• Assigned task:
From the line with "Task: Dump the" through the line with "Task: What data", repeat the entries verbatim, both end lines included, and add nothing.

• Exercise materials:
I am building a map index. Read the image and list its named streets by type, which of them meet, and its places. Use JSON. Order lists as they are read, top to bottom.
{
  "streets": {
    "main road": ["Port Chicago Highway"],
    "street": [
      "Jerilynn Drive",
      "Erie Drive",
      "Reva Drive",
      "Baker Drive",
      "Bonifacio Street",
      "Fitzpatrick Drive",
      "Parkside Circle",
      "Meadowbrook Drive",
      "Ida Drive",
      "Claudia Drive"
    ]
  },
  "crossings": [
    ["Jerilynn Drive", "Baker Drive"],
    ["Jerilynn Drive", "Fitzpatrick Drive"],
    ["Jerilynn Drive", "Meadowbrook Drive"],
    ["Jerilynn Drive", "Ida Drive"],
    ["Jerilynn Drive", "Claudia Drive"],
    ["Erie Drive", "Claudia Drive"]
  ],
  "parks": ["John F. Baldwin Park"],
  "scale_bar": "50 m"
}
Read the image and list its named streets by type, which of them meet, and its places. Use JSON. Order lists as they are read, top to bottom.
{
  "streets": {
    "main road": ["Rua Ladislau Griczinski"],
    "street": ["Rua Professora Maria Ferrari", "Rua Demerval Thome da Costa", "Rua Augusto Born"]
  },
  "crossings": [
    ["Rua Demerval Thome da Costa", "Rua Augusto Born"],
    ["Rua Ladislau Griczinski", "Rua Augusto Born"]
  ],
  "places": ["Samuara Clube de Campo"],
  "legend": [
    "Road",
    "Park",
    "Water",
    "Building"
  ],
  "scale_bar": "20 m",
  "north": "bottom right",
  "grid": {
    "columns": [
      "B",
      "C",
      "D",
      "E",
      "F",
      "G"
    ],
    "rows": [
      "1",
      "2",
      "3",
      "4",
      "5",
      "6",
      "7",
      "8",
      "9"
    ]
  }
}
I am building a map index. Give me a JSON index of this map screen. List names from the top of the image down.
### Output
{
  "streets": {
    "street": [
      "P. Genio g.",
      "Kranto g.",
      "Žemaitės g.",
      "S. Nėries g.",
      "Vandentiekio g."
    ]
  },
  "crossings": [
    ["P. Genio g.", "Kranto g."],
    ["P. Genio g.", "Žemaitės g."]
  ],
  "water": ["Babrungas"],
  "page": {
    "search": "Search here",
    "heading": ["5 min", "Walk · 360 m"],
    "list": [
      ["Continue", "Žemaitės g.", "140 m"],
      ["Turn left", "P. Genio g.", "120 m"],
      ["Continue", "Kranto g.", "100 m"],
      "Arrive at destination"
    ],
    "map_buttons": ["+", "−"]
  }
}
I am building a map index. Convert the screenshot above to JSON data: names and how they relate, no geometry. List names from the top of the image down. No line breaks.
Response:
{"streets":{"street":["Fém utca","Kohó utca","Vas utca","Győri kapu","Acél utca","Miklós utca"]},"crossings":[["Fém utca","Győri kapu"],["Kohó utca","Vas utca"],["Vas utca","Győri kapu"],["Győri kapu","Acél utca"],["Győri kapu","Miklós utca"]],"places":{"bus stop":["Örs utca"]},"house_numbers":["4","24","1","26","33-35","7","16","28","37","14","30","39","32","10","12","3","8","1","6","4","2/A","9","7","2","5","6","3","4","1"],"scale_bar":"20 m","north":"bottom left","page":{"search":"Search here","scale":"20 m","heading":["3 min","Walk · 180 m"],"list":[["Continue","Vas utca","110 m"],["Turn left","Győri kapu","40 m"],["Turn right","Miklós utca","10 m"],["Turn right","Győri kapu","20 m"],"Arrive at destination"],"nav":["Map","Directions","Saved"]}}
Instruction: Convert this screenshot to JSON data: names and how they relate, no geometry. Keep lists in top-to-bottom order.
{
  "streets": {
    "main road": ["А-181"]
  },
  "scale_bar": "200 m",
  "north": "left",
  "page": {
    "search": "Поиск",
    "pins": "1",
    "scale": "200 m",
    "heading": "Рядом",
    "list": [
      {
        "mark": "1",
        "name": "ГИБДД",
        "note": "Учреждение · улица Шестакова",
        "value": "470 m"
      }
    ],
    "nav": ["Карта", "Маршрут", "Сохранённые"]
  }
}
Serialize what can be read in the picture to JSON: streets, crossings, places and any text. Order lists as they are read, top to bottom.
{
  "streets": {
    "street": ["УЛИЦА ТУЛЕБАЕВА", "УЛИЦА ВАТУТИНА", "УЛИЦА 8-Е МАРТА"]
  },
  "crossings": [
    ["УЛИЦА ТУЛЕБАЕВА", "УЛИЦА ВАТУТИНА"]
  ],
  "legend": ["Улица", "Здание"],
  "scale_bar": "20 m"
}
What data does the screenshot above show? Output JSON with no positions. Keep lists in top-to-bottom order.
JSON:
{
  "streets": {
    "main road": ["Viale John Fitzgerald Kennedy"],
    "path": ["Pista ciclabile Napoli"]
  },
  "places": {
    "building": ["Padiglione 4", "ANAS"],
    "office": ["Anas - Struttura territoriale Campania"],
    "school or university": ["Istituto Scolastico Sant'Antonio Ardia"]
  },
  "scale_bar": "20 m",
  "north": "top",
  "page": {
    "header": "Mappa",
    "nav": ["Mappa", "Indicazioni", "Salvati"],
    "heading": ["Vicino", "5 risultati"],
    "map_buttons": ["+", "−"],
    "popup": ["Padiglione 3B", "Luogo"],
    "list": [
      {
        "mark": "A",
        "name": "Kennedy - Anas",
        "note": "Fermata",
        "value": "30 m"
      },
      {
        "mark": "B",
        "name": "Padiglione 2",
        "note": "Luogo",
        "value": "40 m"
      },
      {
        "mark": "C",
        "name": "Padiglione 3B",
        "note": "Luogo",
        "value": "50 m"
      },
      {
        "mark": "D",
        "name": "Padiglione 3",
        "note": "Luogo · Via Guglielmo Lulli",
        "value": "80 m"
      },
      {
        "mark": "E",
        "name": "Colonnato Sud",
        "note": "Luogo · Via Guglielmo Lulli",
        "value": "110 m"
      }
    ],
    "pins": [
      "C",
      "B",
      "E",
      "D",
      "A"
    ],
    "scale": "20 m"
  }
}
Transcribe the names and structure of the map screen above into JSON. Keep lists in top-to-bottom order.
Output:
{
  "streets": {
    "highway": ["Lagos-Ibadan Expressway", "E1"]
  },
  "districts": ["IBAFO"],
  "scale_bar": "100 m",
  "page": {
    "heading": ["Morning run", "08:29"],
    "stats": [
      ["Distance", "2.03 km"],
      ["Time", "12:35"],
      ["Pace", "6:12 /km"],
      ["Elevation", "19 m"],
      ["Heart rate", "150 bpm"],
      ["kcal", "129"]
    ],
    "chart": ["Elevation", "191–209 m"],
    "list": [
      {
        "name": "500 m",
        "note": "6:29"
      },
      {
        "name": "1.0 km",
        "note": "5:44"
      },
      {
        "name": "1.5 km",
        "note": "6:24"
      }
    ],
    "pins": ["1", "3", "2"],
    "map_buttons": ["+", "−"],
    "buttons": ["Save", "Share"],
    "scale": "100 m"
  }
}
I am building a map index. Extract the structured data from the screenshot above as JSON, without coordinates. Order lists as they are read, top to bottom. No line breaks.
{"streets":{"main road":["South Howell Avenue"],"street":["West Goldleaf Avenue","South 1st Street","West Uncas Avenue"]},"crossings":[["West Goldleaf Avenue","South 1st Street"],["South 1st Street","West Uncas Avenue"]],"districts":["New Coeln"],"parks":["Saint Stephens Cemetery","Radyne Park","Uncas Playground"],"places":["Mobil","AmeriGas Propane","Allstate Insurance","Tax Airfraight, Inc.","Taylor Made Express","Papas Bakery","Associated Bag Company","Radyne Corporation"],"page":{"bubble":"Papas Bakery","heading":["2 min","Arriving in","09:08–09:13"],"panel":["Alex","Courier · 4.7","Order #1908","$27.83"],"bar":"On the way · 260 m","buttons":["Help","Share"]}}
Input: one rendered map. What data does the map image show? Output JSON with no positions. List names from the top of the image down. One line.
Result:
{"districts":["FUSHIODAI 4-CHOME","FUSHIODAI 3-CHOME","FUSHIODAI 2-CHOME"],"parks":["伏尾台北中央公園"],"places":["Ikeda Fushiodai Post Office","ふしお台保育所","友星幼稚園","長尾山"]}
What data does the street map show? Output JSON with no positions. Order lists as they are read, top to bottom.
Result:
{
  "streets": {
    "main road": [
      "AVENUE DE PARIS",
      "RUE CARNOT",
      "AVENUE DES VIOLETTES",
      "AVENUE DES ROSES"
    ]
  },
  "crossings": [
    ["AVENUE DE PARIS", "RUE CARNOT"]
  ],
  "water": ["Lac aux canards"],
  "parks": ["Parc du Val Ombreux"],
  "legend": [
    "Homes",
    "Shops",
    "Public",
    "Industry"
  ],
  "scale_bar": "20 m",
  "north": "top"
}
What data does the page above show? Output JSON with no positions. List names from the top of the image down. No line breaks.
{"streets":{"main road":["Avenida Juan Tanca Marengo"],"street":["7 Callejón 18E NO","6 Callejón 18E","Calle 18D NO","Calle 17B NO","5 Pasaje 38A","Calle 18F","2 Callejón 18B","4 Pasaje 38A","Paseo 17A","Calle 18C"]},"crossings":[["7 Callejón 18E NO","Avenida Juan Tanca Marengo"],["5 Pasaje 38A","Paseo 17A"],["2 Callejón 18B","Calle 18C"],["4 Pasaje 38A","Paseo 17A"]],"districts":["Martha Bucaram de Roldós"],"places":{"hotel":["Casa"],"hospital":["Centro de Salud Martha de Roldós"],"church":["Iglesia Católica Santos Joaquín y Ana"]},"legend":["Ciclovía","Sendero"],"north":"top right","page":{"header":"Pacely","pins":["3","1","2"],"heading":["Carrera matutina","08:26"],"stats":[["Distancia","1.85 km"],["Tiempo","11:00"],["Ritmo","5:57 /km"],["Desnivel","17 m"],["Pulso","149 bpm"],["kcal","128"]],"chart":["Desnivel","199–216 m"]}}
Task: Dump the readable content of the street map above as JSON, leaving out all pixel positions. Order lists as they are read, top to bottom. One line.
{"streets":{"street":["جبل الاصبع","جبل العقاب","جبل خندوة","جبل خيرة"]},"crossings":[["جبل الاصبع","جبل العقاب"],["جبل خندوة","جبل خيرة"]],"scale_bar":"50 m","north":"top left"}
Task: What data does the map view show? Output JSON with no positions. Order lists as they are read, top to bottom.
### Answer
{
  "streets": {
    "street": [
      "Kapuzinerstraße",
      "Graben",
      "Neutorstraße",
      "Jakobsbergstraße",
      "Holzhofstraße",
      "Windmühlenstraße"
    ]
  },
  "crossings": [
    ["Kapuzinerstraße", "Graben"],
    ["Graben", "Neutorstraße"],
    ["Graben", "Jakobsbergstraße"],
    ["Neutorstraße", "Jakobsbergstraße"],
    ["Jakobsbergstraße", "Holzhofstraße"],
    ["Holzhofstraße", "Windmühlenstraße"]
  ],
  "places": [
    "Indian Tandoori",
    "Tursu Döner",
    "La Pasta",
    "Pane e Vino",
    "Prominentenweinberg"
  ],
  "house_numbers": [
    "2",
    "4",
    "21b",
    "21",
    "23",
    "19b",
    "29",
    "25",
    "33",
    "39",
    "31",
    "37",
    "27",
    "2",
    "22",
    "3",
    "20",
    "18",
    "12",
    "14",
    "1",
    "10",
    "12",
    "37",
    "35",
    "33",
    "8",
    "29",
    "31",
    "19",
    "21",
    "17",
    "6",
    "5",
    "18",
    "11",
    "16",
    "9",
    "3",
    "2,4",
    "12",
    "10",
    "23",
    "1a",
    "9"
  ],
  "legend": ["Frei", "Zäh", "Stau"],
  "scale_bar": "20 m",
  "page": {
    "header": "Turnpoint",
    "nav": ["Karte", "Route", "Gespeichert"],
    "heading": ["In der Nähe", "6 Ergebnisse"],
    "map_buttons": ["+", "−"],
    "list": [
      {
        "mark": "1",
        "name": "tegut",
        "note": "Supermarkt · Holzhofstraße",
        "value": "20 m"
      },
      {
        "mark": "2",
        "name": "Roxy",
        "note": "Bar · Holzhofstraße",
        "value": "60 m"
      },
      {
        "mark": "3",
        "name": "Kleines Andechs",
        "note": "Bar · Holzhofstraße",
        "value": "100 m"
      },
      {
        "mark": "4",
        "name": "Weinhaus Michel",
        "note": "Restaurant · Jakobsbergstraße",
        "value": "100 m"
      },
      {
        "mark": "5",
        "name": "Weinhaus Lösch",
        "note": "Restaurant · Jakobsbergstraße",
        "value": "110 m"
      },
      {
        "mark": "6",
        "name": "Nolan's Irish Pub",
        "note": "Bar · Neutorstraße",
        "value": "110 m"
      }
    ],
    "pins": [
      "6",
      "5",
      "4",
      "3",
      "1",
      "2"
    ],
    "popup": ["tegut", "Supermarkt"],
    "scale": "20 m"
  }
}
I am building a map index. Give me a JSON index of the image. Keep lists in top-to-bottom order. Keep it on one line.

• Answer area:
Task: Dump the readable content of the street map above as JSON, leaving out all pixel positions. Order lists as they are read, top to bottom. One line.
{"streets":{"street":["جبل الاصبع","جبل العقاب","جبل خندوة","جبل خيرة"]},"crossings":[["جبل الاصبع","جبل العقاب"],["جبل خندوة","جبل خيرة"]],"scale_bar":"50 m","north":"top left"}
Task: What data does the map view show? Output JSON with no positions. Order lists as they are read, top to bottom.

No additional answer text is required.